WORK ORDER:
Every word of the listing should be reproduced without alteration.

SOURCE INFORMATION:
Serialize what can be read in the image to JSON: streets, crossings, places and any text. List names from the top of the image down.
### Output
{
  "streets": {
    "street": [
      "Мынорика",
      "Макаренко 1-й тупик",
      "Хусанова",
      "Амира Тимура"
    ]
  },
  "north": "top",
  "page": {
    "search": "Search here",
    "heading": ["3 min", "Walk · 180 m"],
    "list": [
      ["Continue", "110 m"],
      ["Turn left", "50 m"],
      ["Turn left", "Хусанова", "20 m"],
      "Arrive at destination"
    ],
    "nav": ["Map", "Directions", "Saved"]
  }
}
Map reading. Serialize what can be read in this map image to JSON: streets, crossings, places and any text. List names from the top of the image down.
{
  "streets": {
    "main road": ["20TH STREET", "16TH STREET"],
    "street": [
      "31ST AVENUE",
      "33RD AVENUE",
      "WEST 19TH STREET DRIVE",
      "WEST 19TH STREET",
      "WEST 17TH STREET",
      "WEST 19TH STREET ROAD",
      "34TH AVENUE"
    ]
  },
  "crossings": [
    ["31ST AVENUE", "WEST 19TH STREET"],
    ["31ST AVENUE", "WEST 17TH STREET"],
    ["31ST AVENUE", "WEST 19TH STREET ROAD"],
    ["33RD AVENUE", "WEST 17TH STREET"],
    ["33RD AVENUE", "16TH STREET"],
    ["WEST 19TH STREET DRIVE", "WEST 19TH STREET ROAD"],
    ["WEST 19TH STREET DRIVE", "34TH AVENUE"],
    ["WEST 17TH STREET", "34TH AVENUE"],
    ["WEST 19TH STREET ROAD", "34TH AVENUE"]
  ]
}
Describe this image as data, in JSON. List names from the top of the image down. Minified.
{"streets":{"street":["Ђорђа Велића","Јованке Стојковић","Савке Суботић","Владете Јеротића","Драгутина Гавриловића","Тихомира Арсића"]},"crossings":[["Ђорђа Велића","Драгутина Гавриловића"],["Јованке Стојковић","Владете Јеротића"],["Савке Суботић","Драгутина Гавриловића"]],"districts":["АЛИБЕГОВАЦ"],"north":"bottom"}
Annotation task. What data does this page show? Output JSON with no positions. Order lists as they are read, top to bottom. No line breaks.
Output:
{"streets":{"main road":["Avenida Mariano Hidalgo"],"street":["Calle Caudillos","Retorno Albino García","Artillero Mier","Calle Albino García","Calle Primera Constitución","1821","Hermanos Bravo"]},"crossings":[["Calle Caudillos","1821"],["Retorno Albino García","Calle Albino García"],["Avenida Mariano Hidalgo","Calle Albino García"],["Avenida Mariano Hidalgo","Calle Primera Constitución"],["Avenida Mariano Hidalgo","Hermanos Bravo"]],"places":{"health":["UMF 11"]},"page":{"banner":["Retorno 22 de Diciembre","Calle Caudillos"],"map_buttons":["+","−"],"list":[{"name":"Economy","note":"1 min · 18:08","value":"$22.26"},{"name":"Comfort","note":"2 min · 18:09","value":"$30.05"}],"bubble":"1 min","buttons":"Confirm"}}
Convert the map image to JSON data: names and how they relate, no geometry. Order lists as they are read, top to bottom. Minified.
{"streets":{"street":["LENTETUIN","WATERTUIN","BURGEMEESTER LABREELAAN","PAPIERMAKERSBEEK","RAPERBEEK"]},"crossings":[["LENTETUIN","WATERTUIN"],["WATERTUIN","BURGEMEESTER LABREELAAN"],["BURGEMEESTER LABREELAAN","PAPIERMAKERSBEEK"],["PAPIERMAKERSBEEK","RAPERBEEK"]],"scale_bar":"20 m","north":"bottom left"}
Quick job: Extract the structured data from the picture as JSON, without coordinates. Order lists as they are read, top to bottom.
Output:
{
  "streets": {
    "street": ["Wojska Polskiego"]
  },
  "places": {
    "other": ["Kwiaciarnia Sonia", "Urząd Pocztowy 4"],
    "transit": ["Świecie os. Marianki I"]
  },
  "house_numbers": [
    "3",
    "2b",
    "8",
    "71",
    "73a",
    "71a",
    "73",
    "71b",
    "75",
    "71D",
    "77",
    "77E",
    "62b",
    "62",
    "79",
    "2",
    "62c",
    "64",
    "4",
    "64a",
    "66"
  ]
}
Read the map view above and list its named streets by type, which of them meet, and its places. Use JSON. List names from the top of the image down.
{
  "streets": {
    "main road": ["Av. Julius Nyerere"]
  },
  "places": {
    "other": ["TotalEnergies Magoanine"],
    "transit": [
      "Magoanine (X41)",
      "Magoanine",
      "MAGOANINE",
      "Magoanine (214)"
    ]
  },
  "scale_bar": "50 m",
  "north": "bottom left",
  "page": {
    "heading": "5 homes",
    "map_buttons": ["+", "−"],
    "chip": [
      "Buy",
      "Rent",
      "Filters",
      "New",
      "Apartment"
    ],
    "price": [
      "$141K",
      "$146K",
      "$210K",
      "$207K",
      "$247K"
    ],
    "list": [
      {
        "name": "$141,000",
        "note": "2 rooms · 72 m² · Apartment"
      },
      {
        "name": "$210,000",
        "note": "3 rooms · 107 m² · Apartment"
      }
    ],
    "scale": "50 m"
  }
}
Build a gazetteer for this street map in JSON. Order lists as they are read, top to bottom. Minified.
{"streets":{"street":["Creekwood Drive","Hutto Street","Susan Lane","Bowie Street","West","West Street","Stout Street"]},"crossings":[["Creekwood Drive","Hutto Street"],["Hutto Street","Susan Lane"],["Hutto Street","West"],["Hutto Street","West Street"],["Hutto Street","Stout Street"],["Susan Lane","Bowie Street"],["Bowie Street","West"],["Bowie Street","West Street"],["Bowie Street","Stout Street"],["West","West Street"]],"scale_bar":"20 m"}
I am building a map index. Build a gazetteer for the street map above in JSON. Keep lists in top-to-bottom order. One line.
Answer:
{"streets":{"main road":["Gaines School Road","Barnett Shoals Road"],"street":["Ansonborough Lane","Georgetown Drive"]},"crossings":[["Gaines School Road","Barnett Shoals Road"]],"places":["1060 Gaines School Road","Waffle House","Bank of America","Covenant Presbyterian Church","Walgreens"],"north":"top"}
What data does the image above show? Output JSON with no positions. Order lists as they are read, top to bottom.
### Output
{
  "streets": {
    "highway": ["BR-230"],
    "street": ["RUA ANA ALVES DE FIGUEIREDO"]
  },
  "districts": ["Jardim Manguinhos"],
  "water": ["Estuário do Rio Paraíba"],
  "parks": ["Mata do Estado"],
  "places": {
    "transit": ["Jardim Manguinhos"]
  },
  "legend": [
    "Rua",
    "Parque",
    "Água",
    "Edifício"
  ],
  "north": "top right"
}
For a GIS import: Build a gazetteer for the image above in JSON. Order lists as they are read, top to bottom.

EXERCISE RESPONSE:
Serialize what can be read in the image to JSON: streets, crossings, places and any text. List names from the top of the image down.
### Output
{
  "streets": {
    "street": [
      "Мынорика",
      "Макаренко 1-й тупик",
      "Хусанова",
      "Амира Тимура"
    ]
  },
  "north": "top",
  "page": {
    "search": "Search here",
    "heading": ["3 min", "Walk · 180 m"],
    "list": [
      ["Continue", "110 m"],
      ["Turn left", "50 m"],
      ["Turn left", "Хусанова", "20 m"],
      "Arrive at destination"
    ],
    "nav": ["Map", "Directions", "Saved"]
  }
}
Map reading. Serialize what can be read in this map image to JSON: streets, crossings, places and any text. List names from the top of the image down.
{
  "streets": {
    "main road": ["20TH STREET", "16TH STREET"],
    "street": [
      "31ST AVENUE",
      "33RD AVENUE",
      "WEST 19TH STREET DRIVE",
      "WEST 19TH STREET",
      "WEST 17TH STREET",
      "WEST 19TH STREET ROAD",
      "34TH AVENUE"
    ]
  },
  "crossings": [
    ["31ST AVENUE", "WEST 19TH STREET"],
    ["31ST AVENUE", "WEST 17TH STREET"],
    ["31ST AVENUE", "WEST 19TH STREET ROAD"],
    ["33RD AVENUE", "WEST 17TH STREET"],
    ["33RD AVENUE", "16TH STREET"],
    ["WEST 19TH STREET DRIVE", "WEST 19TH STREET ROAD"],
    ["WEST 19TH STREET DRIVE", "34TH AVENUE"],
    ["WEST 17TH STREET", "34TH AVENUE"],
    ["WEST 19TH STREET ROAD", "34TH AVENUE"]
  ]
}
Describe this image as data, in JSON. List names from the top of the image down. Minified.
{"streets":{"street":["Ђорђа Велића","Јованке Стојковић","Савке Суботић","Владете Јеротића","Драгутина Гавриловића","Тихомира Арсића"]},"crossings":[["Ђорђа Велића","Драгутина Гавриловића"],["Јованке Стојковић","Владете Јеротића"],["Савке Суботић","Драгутина Гавриловића"]],"districts":["АЛИБЕГОВАЦ"],"north":"bottom"}
Annotation task. What data does this page show? Output JSON with no positions. Order lists as they are read, top to bottom. No line breaks.
Output:
{"streets":{"main road":["Avenida Mariano Hidalgo"],"street":["Calle Caudillos","Retorno Albino García","Artillero Mier","Calle Albino García","Calle Primera Constitución","1821","Hermanos Bravo"]},"crossings":[["Calle Caudillos","1821"],["Retorno Albino García","Calle Albino García"],["Avenida Mariano Hidalgo","Calle Albino García"],["Avenida Mariano Hidalgo","Calle Primera Constitución"],["Avenida Mariano Hidalgo","Hermanos Bravo"]],"places":{"health":["UMF 11"]},"page":{"banner":["Retorno 22 de Diciembre","Calle Caudillos"],"map_buttons":["+","−"],"list":[{"name":"Economy","note":"1 min · 18:08","value":"$22.26"},{"name":"Comfort","note":"2 min · 18:09","value":"$30.05"}],"bubble":"1 min","buttons":"Confirm"}}
Convert the map image to JSON data: names and how they relate, no geometry. Order lists as they are read, top to bottom. Minified.
{"streets":{"street":["LENTETUIN","WATERTUIN","BURGEMEESTER LABREELAAN","PAPIERMAKERSBEEK","RAPERBEEK"]},"crossings":[["LENTETUIN","WATERTUIN"],["WATERTUIN","BURGEMEESTER LABREELAAN"],["BURGEMEESTER LABREELAAN","PAPIERMAKERSBEEK"],["PAPIERMAKERSBEEK","RAPERBEEK"]],"scale_bar":"20 m","north":"bottom left"}
Quick job: Extract the structured data from the picture as JSON, without coordinates. Order lists as they are read, top to bottom.
Output:
{
  "streets": {
    "street": ["Wojska Polskiego"]
  },
  "places": {
    "other": ["Kwiaciarnia Sonia", "Urząd Pocztowy 4"],
    "transit": ["Świecie os. Marianki I"]
  },
  "house_numbers": [
    "3",
    "2b",
    "8",
    "71",
    "73a",
    "71a",
    "73",
    "71b",
    "75",
    "71D",
    "77",
    "77E",
    "62b",
    "62",
    "79",
    "2",
    "62c",
    "64",
    "4",
    "64a",
    "66"
  ]
}
Read the map view above and list its named streets by type, which of them meet, and its places. Use JSON. List names from the top of the image down.
{
  "streets": {
    "main road": ["Av. Julius Nyerere"]
  },
  "places": {
    "other": ["TotalEnergies Magoanine"],
    "transit": [
      "Magoanine (X41)",
      "Magoanine",
      "MAGOANINE",
      "Magoanine (214)"
    ]
  },
  "scale_bar": "50 m",
  "north": "bottom left",
  "page": {
    "heading": "5 homes",
    "map_buttons": ["+", "−"],
    "chip": [
      "Buy",
      "Rent",
      "Filters",
      "New",
      "Apartment"
    ],
    "price": [
      "$141K",
      "$146K",
      "$210K",
      "$207K",
      "$247K"
    ],
    "list": [
      {
        "name": "$141,000",
        "note": "2 rooms · 72 m² · Apartment"
      },
      {
        "name": "$210,000",
        "note": "3 rooms · 107 m² · Apartment"
      }
    ],
    "scale": "50 m"
  }
}
Build a gazetteer for this street map in JSON. Order lists as they are read, top to bottom. Minified.
{"streets":{"street":["Creekwood Drive","Hutto Street","Susan Lane","Bowie Street","West","West Street","Stout Street"]},"crossings":[["Creekwood Drive","Hutto Street"],["Hutto Street","Susan Lane"],["Hutto Street","West"],["Hutto Street","West Street"],["Hutto Street","Stout Street"],["Susan Lane","Bowie Street"],["Bowie Street","West"],["Bowie Street","West Street"],["Bowie Street","Stout Street"],["West","West Street"]],"scale_bar":"20 m"}
I am building a map index. Build a gazetteer for the street map above in JSON. Keep lists in top-to-bottom order. One line.
Answer:
{"streets":{"main road":["Gaines School Road","Barnett Shoals Road"],"street":["Ansonborough Lane","Georgetown Drive"]},"crossings":[["Gaines School Road","Barnett Shoals Road"]],"places":["1060 Gaines School Road","Waffle House","Bank of America","Covenant Presbyterian Church","Walgreens"],"north":"top"}
What data does the image above show? Output JSON with no positions. Order lists as they are read, top to bottom.
### Output
{
  "streets": {
    "highway": ["BR-230"],
    "street": ["RUA ANA ALVES DE FIGUEIREDO"]
  },
  "districts": ["Jardim Manguinhos"],
  "water": ["Estuário do Rio Paraíba"],
  "parks": ["Mata do Estado"],
  "places": {
    "transit": ["Jardim Manguinhos"]
  },
  "legend": [
    "Rua",
    "Parque",
    "Água",
    "Edifício"
  ],
  "north": "top right"
}
For a GIS import: Build a gazetteer for the image above in JSON. Order lists as they are read, top to bottom.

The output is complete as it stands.